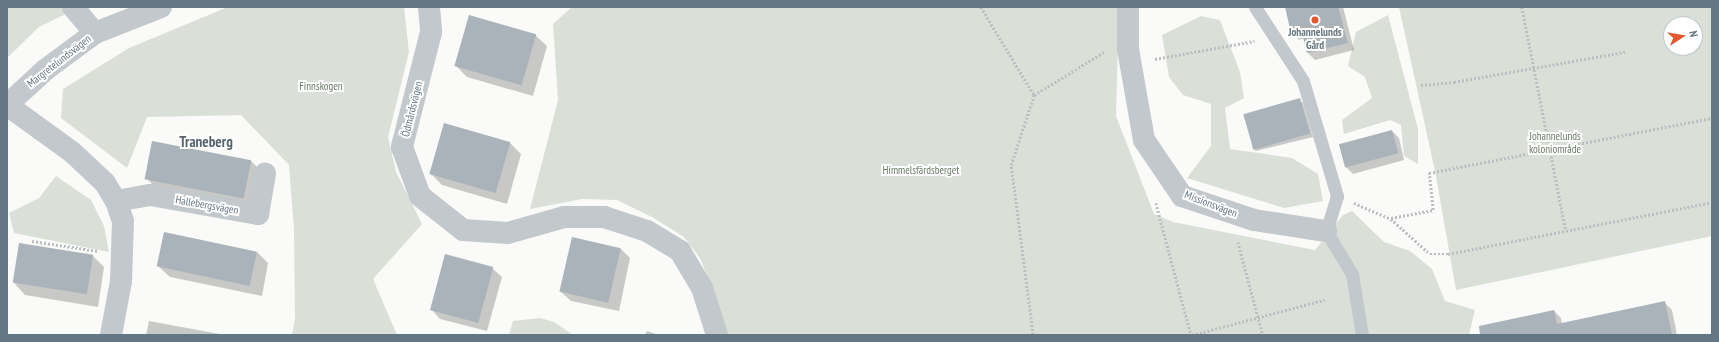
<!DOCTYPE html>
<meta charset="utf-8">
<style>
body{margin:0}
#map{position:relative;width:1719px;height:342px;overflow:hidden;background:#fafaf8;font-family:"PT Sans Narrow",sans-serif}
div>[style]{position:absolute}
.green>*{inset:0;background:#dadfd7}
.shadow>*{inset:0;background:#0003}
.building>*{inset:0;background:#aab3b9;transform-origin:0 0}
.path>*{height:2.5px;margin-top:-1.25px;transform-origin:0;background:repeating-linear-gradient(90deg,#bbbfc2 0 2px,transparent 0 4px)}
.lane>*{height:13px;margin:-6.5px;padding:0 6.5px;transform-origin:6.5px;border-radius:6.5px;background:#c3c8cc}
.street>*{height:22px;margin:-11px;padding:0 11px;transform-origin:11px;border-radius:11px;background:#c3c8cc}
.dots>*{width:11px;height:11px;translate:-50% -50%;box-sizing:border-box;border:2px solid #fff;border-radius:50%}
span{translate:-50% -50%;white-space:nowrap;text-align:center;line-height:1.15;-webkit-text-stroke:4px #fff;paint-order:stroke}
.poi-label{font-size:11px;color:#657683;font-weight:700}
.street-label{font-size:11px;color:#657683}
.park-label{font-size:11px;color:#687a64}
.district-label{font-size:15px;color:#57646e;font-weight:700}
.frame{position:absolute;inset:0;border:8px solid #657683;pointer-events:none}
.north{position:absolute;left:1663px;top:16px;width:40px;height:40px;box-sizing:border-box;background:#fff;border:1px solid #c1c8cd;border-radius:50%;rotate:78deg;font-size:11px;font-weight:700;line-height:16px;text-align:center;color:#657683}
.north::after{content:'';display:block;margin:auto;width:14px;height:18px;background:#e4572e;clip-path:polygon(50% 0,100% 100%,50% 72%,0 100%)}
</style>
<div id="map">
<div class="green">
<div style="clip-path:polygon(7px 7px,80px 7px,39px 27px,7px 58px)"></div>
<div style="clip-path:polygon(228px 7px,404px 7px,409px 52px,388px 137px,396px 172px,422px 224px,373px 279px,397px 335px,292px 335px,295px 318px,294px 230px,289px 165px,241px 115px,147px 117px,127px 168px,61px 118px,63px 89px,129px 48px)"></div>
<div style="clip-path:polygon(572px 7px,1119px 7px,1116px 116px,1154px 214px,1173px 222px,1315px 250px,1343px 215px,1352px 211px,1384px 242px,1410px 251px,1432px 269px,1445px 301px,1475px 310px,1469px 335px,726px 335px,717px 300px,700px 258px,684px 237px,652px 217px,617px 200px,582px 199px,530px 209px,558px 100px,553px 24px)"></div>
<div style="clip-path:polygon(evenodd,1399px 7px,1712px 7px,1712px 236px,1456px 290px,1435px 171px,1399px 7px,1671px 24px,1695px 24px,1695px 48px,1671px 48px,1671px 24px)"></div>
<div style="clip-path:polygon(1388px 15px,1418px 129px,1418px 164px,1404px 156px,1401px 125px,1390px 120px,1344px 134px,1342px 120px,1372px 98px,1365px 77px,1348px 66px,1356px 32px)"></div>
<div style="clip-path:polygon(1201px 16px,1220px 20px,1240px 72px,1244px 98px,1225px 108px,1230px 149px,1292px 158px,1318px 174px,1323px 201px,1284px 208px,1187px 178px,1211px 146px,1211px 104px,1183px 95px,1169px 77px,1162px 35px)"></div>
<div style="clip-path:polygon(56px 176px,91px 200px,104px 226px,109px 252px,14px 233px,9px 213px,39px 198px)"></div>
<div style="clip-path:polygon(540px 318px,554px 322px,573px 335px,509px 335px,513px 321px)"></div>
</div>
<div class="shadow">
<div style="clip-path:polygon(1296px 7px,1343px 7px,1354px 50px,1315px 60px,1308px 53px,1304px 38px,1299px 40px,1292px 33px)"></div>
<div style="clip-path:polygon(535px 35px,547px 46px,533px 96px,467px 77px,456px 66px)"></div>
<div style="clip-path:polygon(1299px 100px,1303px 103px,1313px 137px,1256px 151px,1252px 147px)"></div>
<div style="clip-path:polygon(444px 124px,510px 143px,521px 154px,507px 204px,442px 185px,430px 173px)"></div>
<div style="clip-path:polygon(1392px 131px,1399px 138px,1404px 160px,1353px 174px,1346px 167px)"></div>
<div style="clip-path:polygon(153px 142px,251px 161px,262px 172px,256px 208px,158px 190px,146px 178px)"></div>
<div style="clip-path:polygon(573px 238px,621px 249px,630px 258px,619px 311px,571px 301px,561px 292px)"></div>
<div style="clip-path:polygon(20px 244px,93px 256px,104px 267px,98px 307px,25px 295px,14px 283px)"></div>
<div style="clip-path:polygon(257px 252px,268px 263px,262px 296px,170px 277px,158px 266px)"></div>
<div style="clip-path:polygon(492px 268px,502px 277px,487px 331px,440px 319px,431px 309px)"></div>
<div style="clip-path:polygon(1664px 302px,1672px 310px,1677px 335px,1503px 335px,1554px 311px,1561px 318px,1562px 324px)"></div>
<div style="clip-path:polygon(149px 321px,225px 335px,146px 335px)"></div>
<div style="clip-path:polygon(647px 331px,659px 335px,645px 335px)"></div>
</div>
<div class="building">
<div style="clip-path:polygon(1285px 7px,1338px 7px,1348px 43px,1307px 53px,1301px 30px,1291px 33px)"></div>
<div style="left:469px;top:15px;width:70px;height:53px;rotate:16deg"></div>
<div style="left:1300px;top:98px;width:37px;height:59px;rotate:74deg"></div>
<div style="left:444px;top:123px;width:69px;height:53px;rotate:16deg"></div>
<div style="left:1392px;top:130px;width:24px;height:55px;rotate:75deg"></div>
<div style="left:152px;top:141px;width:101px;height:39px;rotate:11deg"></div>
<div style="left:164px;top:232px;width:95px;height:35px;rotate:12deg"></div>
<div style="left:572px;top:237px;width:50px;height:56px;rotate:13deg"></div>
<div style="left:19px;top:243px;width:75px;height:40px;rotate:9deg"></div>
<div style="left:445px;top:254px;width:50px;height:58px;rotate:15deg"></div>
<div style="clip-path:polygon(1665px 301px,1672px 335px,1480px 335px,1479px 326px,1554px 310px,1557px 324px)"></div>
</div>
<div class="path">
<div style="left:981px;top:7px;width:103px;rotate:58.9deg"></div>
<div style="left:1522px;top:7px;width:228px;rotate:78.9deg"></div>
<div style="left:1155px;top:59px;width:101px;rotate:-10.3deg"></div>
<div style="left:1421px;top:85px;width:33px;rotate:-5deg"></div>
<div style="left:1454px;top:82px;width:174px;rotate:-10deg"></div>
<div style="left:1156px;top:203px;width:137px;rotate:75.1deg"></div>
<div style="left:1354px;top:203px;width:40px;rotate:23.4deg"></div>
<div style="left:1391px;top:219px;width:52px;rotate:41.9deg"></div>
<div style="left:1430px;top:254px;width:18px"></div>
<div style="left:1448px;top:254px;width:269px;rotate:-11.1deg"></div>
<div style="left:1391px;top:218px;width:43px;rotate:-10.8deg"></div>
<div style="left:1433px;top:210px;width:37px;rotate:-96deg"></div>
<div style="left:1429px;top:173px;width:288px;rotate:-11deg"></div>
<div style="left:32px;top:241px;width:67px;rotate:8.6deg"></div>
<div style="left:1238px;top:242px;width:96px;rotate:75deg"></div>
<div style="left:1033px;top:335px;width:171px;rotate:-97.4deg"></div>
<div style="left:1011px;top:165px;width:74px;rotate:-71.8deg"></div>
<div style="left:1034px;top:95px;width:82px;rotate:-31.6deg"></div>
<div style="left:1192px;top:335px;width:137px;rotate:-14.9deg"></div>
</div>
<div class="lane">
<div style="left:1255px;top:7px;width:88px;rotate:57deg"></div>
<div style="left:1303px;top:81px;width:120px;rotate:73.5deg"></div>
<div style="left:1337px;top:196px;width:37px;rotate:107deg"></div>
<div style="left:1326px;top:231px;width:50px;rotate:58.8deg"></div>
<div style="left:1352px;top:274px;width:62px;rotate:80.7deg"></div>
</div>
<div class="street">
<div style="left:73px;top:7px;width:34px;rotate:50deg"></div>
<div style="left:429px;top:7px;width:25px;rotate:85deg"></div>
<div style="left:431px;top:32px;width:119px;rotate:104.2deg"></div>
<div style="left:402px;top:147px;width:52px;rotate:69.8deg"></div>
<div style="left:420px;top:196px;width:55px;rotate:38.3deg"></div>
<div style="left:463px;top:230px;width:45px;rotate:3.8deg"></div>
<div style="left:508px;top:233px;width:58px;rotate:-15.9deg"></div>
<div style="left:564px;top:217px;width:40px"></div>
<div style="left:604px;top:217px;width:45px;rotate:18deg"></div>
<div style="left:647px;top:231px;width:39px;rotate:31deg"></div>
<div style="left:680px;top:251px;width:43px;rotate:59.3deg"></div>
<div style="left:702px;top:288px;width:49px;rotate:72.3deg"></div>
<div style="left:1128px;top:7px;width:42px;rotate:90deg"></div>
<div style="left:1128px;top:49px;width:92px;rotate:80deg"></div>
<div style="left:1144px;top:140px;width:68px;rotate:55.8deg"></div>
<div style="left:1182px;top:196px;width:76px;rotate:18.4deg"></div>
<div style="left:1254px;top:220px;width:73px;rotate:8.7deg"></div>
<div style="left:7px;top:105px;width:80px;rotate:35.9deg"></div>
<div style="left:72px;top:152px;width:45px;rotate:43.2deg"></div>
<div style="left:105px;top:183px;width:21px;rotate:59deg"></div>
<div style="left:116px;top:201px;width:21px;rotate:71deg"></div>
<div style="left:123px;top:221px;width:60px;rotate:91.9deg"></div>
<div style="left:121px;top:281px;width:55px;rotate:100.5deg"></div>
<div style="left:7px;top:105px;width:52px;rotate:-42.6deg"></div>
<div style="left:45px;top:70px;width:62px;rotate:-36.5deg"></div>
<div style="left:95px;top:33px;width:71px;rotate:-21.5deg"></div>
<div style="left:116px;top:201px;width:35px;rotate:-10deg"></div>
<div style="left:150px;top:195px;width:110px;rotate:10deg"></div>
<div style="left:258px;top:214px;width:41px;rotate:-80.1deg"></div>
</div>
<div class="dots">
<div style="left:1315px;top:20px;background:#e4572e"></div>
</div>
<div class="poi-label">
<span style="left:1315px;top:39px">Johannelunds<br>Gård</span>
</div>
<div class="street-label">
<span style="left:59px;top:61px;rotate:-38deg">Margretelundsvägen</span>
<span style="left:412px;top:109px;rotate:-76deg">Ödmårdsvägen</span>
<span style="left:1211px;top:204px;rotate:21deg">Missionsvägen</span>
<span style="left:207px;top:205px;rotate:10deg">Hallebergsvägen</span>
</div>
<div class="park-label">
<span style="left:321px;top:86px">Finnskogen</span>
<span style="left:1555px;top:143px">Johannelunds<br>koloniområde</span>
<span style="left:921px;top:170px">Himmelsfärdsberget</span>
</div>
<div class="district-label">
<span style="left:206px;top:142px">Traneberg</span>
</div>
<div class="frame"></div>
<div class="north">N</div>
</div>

■ INSTRUCTIONS FOR THE TASK
Give only the lines from the one holding "318px,554px 322px,573px 335px,509px" through the one holding "238px,621px 249px,630px 258px,619px", each restated exactly as it appears above.

■ YOUR RESPONSE
<div style="clip-path:polygon(540px 318px,554px 322px,573px 335px,509px 335px,513px 321px)"></div>
</div>
<div class="shadow">
<div style="clip-path:polygon(1296px 7px,1343px 7px,1354px 50px,1315px 60px,1308px 53px,1304px 38px,1299px 40px,1292px 33px)"></div>
<div style="clip-path:polygon(535px 35px,547px 46px,533px 96px,467px 77px,456px 66px)"></div>
<div style="clip-path:polygon(1299px 100px,1303px 103px,1313px 137px,1256px 151px,1252px 147px)"></div>
<div style="clip-path:polygon(444px 124px,510px 143px,521px 154px,507px 204px,442px 185px,430px 173px)"></div>
<div style="clip-path:polygon(1392px 131px,1399px 138px,1404px 160px,1353px 174px,1346px 167px)"></div>
<div style="clip-path:polygon(153px 142px,251px 161px,262px 172px,256px 208px,158px 190px,146px 178px)"></div>
<div style="clip-path:polygon(573px 238px,621px 249px,630px 258px,619px 311px,571px 301px,561px 292px)"></div>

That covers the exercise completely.